**TASK REQUIREMENTS**
Report, from the records below, every line where the word "grid" appears.

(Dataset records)
Start of Block
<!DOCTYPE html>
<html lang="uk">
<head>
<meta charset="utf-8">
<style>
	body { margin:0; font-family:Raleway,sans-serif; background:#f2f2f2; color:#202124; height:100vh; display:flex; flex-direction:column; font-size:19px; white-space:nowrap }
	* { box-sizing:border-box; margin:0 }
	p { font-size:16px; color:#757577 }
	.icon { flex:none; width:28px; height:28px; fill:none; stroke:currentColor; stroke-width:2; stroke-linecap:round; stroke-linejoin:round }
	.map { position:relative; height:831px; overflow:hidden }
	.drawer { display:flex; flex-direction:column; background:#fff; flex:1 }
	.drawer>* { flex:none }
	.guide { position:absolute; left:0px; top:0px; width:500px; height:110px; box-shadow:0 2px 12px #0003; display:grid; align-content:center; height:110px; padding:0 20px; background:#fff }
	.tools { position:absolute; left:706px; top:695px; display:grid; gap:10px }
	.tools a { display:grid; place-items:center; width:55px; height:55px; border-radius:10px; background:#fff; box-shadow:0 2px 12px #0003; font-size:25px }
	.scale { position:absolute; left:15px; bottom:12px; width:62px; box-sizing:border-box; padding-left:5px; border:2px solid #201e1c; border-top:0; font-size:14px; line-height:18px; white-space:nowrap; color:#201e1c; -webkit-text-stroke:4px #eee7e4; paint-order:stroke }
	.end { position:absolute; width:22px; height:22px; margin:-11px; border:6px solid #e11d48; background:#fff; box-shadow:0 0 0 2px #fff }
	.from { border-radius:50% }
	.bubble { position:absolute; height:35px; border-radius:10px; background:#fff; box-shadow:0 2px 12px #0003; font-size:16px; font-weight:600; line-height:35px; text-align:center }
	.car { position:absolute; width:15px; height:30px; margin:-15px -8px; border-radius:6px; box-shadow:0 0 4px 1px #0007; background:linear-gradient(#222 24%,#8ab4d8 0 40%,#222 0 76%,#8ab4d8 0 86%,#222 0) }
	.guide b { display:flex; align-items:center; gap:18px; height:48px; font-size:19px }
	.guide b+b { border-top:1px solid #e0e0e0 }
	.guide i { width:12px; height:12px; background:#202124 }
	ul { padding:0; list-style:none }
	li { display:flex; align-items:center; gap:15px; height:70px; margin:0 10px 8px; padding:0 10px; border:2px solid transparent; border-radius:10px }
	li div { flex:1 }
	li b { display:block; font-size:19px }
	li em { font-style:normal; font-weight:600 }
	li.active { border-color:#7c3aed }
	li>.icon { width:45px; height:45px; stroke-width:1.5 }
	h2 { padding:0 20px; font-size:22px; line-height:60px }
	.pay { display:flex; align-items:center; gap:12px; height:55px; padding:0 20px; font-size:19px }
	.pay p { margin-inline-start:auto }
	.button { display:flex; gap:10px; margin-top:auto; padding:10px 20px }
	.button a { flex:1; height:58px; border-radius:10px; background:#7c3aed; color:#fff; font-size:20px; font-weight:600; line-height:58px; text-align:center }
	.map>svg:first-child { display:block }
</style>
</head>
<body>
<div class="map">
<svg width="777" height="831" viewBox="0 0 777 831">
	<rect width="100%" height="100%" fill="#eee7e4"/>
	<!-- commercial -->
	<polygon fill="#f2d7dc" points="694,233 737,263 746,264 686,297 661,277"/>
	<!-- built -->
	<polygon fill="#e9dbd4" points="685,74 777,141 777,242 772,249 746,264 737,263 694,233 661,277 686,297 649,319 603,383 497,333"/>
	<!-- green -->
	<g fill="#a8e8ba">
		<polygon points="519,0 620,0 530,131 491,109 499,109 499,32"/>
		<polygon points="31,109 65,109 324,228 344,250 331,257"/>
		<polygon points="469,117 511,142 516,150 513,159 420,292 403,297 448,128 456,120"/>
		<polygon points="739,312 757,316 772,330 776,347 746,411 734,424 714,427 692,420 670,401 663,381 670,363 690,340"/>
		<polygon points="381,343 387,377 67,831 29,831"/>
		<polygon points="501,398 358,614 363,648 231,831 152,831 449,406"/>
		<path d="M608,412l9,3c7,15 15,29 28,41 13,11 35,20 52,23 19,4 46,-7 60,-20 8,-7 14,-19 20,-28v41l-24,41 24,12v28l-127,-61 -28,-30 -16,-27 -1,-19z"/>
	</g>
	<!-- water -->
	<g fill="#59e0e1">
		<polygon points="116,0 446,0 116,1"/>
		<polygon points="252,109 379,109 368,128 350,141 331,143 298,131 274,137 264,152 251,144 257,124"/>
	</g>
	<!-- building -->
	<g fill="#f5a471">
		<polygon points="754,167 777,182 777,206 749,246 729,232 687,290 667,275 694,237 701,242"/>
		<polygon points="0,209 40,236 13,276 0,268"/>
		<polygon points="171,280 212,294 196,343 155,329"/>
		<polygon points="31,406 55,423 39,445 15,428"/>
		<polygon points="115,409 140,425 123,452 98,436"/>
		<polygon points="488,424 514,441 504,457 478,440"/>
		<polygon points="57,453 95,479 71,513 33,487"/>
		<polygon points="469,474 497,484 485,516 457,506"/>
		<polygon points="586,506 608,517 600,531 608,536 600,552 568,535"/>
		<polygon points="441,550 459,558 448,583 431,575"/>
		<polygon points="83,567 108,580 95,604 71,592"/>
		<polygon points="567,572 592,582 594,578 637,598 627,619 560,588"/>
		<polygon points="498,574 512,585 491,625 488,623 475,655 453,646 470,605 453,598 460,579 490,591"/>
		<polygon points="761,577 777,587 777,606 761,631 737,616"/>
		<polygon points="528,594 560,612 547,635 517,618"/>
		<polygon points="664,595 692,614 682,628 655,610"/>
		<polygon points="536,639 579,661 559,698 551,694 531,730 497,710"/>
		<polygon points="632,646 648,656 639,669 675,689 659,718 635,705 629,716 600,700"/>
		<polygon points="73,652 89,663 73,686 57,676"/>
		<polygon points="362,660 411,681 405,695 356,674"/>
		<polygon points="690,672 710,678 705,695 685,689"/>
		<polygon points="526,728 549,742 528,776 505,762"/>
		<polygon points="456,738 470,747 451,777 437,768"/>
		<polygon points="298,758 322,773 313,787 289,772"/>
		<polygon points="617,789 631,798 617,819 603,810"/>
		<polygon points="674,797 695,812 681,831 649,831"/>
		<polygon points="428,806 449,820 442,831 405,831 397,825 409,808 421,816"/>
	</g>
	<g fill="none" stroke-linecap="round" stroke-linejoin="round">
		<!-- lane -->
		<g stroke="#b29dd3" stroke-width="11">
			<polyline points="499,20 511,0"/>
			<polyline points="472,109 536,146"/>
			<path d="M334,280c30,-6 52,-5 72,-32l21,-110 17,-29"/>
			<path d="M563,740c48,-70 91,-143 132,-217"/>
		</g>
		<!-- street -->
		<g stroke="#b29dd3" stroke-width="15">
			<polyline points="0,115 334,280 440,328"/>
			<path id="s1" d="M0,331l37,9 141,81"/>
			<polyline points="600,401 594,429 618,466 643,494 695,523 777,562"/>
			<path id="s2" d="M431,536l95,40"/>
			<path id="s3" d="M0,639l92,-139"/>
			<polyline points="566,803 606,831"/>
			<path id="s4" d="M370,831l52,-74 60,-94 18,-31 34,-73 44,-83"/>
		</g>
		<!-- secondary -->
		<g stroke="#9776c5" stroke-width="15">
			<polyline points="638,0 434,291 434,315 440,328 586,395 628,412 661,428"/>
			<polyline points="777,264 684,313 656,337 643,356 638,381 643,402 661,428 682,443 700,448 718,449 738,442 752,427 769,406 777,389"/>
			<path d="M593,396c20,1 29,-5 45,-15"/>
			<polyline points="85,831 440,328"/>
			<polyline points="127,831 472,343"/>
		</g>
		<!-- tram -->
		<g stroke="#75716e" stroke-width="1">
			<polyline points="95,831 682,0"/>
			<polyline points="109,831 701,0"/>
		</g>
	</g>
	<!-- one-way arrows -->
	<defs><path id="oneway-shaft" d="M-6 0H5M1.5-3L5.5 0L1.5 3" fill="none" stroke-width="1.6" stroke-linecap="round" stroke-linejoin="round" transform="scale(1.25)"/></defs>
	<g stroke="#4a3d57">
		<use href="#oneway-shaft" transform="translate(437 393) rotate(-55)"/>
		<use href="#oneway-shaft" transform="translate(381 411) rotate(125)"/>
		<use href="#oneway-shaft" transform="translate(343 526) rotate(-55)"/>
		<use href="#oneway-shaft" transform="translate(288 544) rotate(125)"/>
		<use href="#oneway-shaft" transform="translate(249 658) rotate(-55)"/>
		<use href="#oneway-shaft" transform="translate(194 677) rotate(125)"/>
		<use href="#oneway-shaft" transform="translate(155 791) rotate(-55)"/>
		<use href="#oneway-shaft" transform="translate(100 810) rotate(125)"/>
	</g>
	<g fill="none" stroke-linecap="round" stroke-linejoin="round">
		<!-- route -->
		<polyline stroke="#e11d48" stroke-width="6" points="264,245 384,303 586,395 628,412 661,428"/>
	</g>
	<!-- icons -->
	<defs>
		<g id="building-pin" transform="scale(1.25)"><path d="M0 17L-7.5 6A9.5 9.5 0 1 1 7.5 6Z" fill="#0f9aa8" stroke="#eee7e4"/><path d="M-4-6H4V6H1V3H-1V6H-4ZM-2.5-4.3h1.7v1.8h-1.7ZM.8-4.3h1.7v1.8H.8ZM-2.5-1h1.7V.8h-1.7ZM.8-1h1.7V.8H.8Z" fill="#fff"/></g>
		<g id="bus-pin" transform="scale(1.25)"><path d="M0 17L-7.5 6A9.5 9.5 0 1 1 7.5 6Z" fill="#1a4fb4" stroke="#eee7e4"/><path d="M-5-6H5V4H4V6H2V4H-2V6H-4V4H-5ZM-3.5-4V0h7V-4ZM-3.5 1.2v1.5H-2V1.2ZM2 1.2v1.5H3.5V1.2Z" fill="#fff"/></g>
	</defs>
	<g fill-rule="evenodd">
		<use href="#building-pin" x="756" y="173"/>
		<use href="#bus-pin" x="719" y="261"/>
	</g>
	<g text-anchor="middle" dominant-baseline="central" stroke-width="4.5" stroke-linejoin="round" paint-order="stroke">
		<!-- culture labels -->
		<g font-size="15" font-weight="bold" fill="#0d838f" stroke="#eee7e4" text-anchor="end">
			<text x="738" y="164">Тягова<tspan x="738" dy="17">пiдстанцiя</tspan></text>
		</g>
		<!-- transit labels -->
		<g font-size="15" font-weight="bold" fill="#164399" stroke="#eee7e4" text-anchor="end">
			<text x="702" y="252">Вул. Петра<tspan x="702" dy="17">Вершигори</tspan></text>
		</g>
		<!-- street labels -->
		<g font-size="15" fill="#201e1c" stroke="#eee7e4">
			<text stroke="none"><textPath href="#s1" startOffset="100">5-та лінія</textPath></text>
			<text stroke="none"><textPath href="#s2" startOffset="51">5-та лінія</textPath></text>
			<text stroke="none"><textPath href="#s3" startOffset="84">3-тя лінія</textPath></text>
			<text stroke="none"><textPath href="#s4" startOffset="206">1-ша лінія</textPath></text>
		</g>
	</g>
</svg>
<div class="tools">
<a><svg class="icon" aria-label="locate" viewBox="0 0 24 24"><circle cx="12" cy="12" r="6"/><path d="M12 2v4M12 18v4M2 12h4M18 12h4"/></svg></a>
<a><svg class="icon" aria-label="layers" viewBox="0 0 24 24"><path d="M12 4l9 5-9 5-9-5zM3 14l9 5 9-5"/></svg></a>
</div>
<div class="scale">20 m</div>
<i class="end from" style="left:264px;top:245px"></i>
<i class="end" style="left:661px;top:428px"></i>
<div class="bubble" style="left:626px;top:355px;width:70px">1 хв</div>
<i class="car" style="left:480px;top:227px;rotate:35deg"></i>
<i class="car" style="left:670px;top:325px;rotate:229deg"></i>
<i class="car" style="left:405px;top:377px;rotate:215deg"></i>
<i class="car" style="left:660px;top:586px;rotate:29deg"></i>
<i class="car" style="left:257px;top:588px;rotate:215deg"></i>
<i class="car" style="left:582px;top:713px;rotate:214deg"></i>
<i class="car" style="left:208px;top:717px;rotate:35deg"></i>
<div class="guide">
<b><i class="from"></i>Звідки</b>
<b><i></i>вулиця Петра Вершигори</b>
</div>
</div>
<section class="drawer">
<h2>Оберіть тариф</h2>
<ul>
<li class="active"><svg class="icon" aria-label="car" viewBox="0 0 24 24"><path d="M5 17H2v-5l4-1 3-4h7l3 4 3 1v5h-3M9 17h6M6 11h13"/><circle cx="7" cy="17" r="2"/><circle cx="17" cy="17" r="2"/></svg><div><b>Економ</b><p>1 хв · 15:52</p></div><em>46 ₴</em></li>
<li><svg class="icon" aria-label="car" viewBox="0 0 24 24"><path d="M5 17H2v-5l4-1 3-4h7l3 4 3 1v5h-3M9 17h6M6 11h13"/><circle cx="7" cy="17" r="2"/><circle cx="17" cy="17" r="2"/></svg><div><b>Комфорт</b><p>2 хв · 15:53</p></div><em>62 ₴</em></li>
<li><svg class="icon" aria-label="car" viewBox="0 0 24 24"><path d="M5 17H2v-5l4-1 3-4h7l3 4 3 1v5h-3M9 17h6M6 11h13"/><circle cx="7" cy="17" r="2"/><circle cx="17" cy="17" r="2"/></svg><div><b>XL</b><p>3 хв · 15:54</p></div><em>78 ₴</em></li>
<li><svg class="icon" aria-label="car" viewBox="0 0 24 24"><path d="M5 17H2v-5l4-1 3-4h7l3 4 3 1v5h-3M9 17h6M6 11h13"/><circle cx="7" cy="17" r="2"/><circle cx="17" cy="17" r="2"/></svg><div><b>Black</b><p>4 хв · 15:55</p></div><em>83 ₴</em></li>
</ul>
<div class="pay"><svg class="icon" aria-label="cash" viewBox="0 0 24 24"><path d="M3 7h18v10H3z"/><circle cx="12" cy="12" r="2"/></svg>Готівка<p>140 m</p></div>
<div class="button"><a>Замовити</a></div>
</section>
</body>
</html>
End of Block
**SOLUTION FOR THIS PROBLEM**
	.guide { position:absolute; left:0px; top:0px; width:500px; height:110px; box-shadow:0 2px 12px #0003; display:grid; align-content:center; height:110px; padding:0 20px; background:#fff }
	.tools { position:absolute; left:706px; top:695px; display:grid; gap:10px }
	.tools a { display:grid; place-items:center; width:55px; height:55px; border-radius:10px; background:#fff; box-shadow:0 2px 12px #0003; font-size:25px }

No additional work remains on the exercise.